1 Purpose
2 Outline

Lecture 30: More Performance

1 Purpose

Explain how to get more detailed performance information

2 Outline

Last time, we learned how to measure the performance of code. This is a helpful start, but it doesn’t necessarily tell you how to make the code faster, if you have decided it needs to be faster!

Often, you can look at a given function and figure out a way to make it faster. But why should you spend time making one function faster (and more complicated, harder to read, etc) rather than another?

To figure out where the time is spent, we can’t just measure the whole program, we instead want to know relative time: what functions occupy how much time. Then we can focus our time on the actual places that will make the code faster, rather than spending time on parts that don’t matter.

Consider the following program:

(define (prime? n)
  (andmap identity
          (build-list n (lambda (i)
                          (if (< i 2)
                              (not (zero? (remainder n i))))))))
(define (count-occurrences lon x)
  (length (filter (lambda (y) (= y x)) lon)))
(define (is-bigger-than-100? n)
  (> n 100))
(define (pipeline lon)
  (apply +
         (map (lambda (x)
         (if (prime? x)
       (filter is-bigger-than-100?
               (map (lambda (x) (count-occurrences lon x)) lon)))))

We can time this as a whole, and figure out its pretty slow, testing on a list with 1000 and 10000 elements.

(require lsl/performance)
(visualize (build-list 2 (lambda (n) (build-list (expt 10 (+ n 3))
                                                 (lambda (_) (random 1000)))))

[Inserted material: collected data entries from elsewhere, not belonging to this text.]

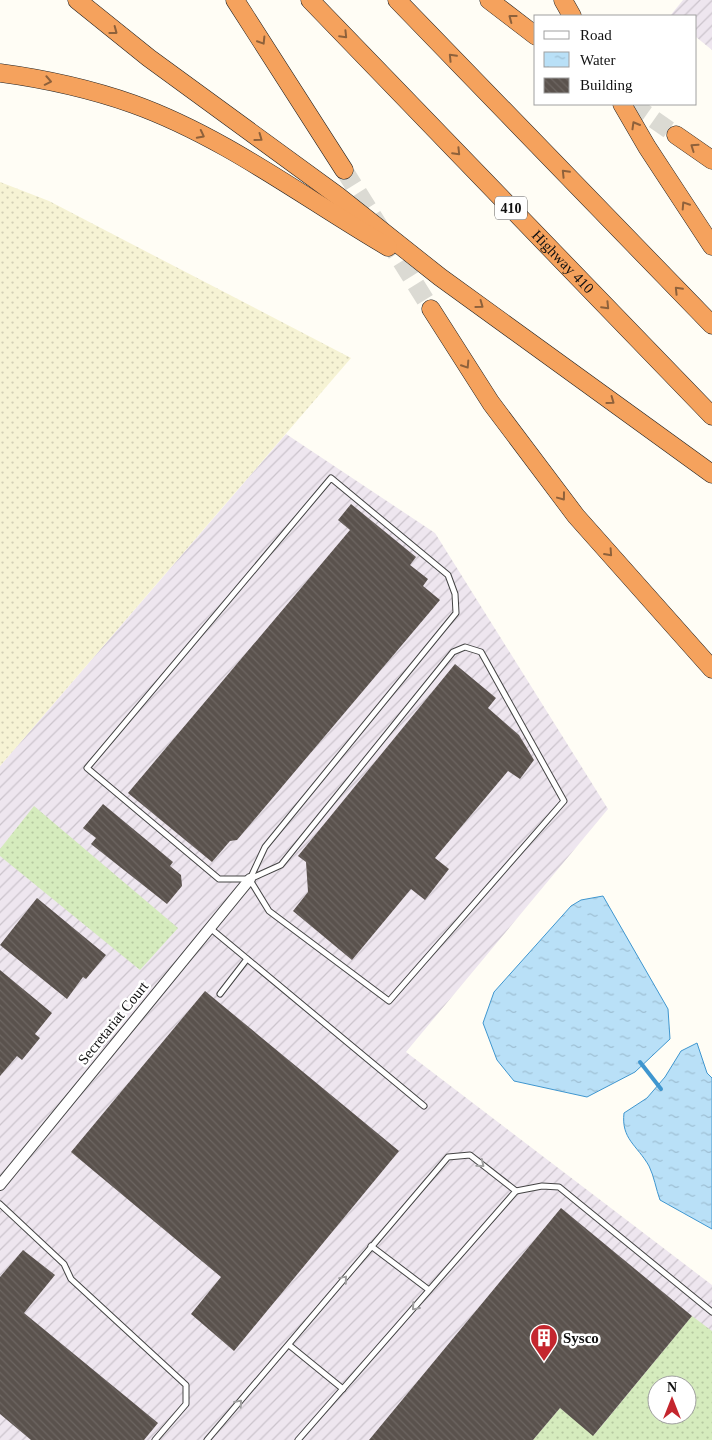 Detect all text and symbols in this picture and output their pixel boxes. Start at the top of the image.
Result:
one-way arrow [509,15,518,23]
legend [534,15,697,105]
one-way arrow [108,26,117,34]
text: Road [580,27,612,43]
one-way arrow [338,29,347,38]
one-way arrow [256,35,265,44]
text: Water [580,52,615,68]
one-way arrow [449,53,458,62]
one-way arrow [44,75,52,86]
text: Building [580,77,633,93]
one-way arrow [631,122,641,131]
one-way arrow [196,129,205,139]
one-way arrow [253,133,262,141]
one-way arrow [690,144,700,153]
one-way arrow [451,146,460,155]
one-way arrow [562,170,571,179]
road number: 410 [495,197,527,220]
one-way arrow [682,202,691,211]
street label: Highway 410 [529,227,597,297]
one-way arrow [675,286,684,295]
one-way arrow [474,299,484,308]
one-way arrow [600,301,609,310]
one-way arrow [460,360,470,369]
one-way arrow [605,395,615,404]
one-way arrow [556,491,564,500]
one-way arrow [603,547,612,556]
street label: Secretariat Court [75,978,152,1068]
one-way arrow [476,1158,485,1167]
one-way arrow [338,1276,346,1285]
one-way arrow [411,1301,420,1310]
building icon: Sysco [529,1323,559,1362]
place label: Sysco [563,1330,599,1346]
north arrow [647,1375,697,1425]
text: N [667,1380,677,1395]
one-way arrow [233,1400,241,1409]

Now, the program includes two things that might be slow: a really naive primality test (divide by every number up to the number in question), and a count of occurrences over the whole list (making a computation O(n^2)). Which do you think takes more time? How much more?

We can speculate on this, and with practice, at least on simple cases like this, we might be able to get the answer correct, but on large systems with thousands of methods, any number of which might be initially written naively (as is often a good idea, if the code is easier to read), eyeballing it won’t work.

Instead, we can run a profiler. What a profiler does is sample periodically: there is a separate process running concurrently to the program, and every few milliseconds, it records the current "call stack": the call stack is the current function that is executing and the function it returns to, and the function that returns to, etc. If the program runs long enough, these samples can then be used to provide an idea of how much time is spent in which functions: if they show up in the sample a lot, then a lot of the time the program must have been there.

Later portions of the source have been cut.